Records from a data collection
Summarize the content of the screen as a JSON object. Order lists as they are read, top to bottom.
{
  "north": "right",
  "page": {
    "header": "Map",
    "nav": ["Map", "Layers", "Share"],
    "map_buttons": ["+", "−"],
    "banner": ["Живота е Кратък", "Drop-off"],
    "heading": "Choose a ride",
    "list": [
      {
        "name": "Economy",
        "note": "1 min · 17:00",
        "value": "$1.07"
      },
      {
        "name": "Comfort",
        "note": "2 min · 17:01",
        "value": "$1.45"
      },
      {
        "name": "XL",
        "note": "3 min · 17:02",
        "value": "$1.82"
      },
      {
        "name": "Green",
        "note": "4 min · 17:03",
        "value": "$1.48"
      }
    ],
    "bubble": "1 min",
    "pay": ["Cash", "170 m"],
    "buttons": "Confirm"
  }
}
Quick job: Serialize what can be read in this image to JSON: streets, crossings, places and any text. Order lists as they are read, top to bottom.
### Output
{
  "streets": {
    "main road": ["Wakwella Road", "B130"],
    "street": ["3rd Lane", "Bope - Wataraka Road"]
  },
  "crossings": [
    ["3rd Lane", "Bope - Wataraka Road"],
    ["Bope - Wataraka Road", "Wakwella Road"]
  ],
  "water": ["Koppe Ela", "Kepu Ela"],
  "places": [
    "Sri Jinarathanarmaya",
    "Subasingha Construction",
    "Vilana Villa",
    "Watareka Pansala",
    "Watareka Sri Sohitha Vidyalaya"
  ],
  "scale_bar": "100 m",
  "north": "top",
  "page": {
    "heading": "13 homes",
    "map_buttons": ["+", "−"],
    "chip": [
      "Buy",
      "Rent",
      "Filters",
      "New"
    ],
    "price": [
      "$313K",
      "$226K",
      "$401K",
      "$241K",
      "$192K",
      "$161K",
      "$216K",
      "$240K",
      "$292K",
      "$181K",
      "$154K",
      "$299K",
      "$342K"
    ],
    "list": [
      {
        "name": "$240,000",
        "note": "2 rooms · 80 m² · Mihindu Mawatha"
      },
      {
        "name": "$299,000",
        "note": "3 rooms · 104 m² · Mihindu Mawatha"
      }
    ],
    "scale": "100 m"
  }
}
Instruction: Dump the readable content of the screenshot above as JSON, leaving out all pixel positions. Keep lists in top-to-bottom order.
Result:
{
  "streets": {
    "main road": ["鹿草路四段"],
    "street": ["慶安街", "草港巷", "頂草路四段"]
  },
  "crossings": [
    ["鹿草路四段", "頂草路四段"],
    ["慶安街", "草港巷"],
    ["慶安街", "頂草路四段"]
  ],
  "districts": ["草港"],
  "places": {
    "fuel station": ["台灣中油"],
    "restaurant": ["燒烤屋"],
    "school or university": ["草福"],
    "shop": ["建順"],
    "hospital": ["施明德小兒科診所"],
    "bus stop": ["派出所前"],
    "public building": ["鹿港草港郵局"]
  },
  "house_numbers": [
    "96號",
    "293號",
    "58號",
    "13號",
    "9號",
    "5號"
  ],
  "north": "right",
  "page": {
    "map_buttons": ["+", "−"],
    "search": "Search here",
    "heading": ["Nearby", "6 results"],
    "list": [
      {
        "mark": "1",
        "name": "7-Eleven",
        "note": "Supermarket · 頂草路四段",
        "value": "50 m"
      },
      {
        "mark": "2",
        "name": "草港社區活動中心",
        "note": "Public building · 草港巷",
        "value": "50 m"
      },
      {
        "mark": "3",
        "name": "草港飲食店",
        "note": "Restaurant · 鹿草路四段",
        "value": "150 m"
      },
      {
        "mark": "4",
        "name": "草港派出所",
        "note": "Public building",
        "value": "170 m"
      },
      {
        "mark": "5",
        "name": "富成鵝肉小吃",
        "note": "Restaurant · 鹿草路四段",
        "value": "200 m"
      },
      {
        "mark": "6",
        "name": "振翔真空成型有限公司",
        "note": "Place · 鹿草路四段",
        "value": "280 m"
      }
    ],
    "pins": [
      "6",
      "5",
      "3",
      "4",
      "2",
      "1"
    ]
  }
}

Activity.
Restate all of the entries exactly, please.

Output for this exercise.
Summarize the content of the screen as a JSON object. Order lists as they are read, top to bottom.
{
  "north": "right",
  "page": {
    "header": "Map",
    "nav": ["Map", "Layers", "Share"],
    "map_buttons": ["+", "−"],
    "banner": ["Живота е Кратък", "Drop-off"],
    "heading": "Choose a ride",
    "list": [
      {
        "name": "Economy",
        "note": "1 min · 17:00",
        "value": "$1.07"
      },
      {
        "name": "Comfort",
        "note": "2 min · 17:01",
        "value": "$1.45"
      },
      {
        "name": "XL",
        "note": "3 min · 17:02",
        "value": "$1.82"
      },
      {
        "name": "Green",
        "note": "4 min · 17:03",
        "value": "$1.48"
      }
    ],
    "bubble": "1 min",
    "pay": ["Cash", "170 m"],
    "buttons": "Confirm"
  }
}
Quick job: Serialize what can be read in this image to JSON: streets, crossings, places and any text. Order lists as they are read, top to bottom.
### Output
{
  "streets": {
    "main road": ["Wakwella Road", "B130"],
    "street": ["3rd Lane", "Bope - Wataraka Road"]
  },
  "crossings": [
    ["3rd Lane", "Bope - Wataraka Road"],
    ["Bope - Wataraka Road", "Wakwella Road"]
  ],
  "water": ["Koppe Ela", "Kepu Ela"],
  "places": [
    "Sri Jinarathanarmaya",
    "Subasingha Construction",
    "Vilana Villa",
    "Watareka Pansala",
    "Watareka Sri Sohitha Vidyalaya"
  ],
  "scale_bar": "100 m",
  "north": "top",
  "page": {
    "heading": "13 homes",
    "map_buttons": ["+", "−"],
    "chip": [
      "Buy",
      "Rent",
      "Filters",
      "New"
    ],
    "price": [
      "$313K",
      "$226K",
      "$401K",
      "$241K",
      "$192K",
      "$161K",
      "$216K",
      "$240K",
      "$292K",
      "$181K",
      "$154K",
      "$299K",
      "$342K"
    ],
    "list": [
      {
        "name": "$240,000",
        "note": "2 rooms · 80 m² · Mihindu Mawatha"
      },
      {
        "name": "$299,000",
        "note": "3 rooms · 104 m² · Mihindu Mawatha"
      }
    ],
    "scale": "100 m"
  }
}
Instruction: Dump the readable content of the screenshot above as JSON, leaving out all pixel positions. Keep lists in top-to-bottom order.
Result:
{
  "streets": {
    "main road": ["鹿草路四段"],
    "street": ["慶安街", "草港巷", "頂草路四段"]
  },
  "crossings": [
    ["鹿草路四段", "頂草路四段"],
    ["慶安街", "草港巷"],
    ["慶安街", "頂草路四段"]
  ],
  "districts": ["草港"],
  "places": {
    "fuel station": ["台灣中油"],
    "restaurant": ["燒烤屋"],
    "school or university": ["草福"],
    "shop": ["建順"],
    "hospital": ["施明德小兒科診所"],
    "bus stop": ["派出所前"],
    "public building": ["鹿港草港郵局"]
  },
  "house_numbers": [
    "96號",
    "293號",
    "58號",
    "13號",
    "9號",
    "5號"
  ],
  "north": "right",
  "page": {
    "map_buttons": ["+", "−"],
    "search": "Search here",
    "heading": ["Nearby", "6 results"],
    "list": [
      {
        "mark": "1",
        "name": "7-Eleven",
        "note": "Supermarket · 頂草路四段",
        "value": "50 m"
      },
      {
        "mark": "2",
        "name": "草港社區活動中心",
        "note": "Public building · 草港巷",
        "value": "50 m"
      },
      {
        "mark": "3",
        "name": "草港飲食店",
        "note": "Restaurant · 鹿草路四段",
        "value": "150 m"
      },
      {
        "mark": "4",
        "name": "草港派出所",
        "note": "Public building",
        "value": "170 m"
      },
      {
        "mark": "5",
        "name": "富成鵝肉小吃",
        "note": "Restaurant · 鹿草路四段",
        "value": "200 m"
      },
      {
        "mark": "6",
        "name": "振翔真空成型有限公司",
        "note": "Place · 鹿草路四段",
        "value": "280 m"
      }
    ],
    "pins": [
      "6",
      "5",
      "3",
      "4",
      "2",
      "1"
    ]
  }
}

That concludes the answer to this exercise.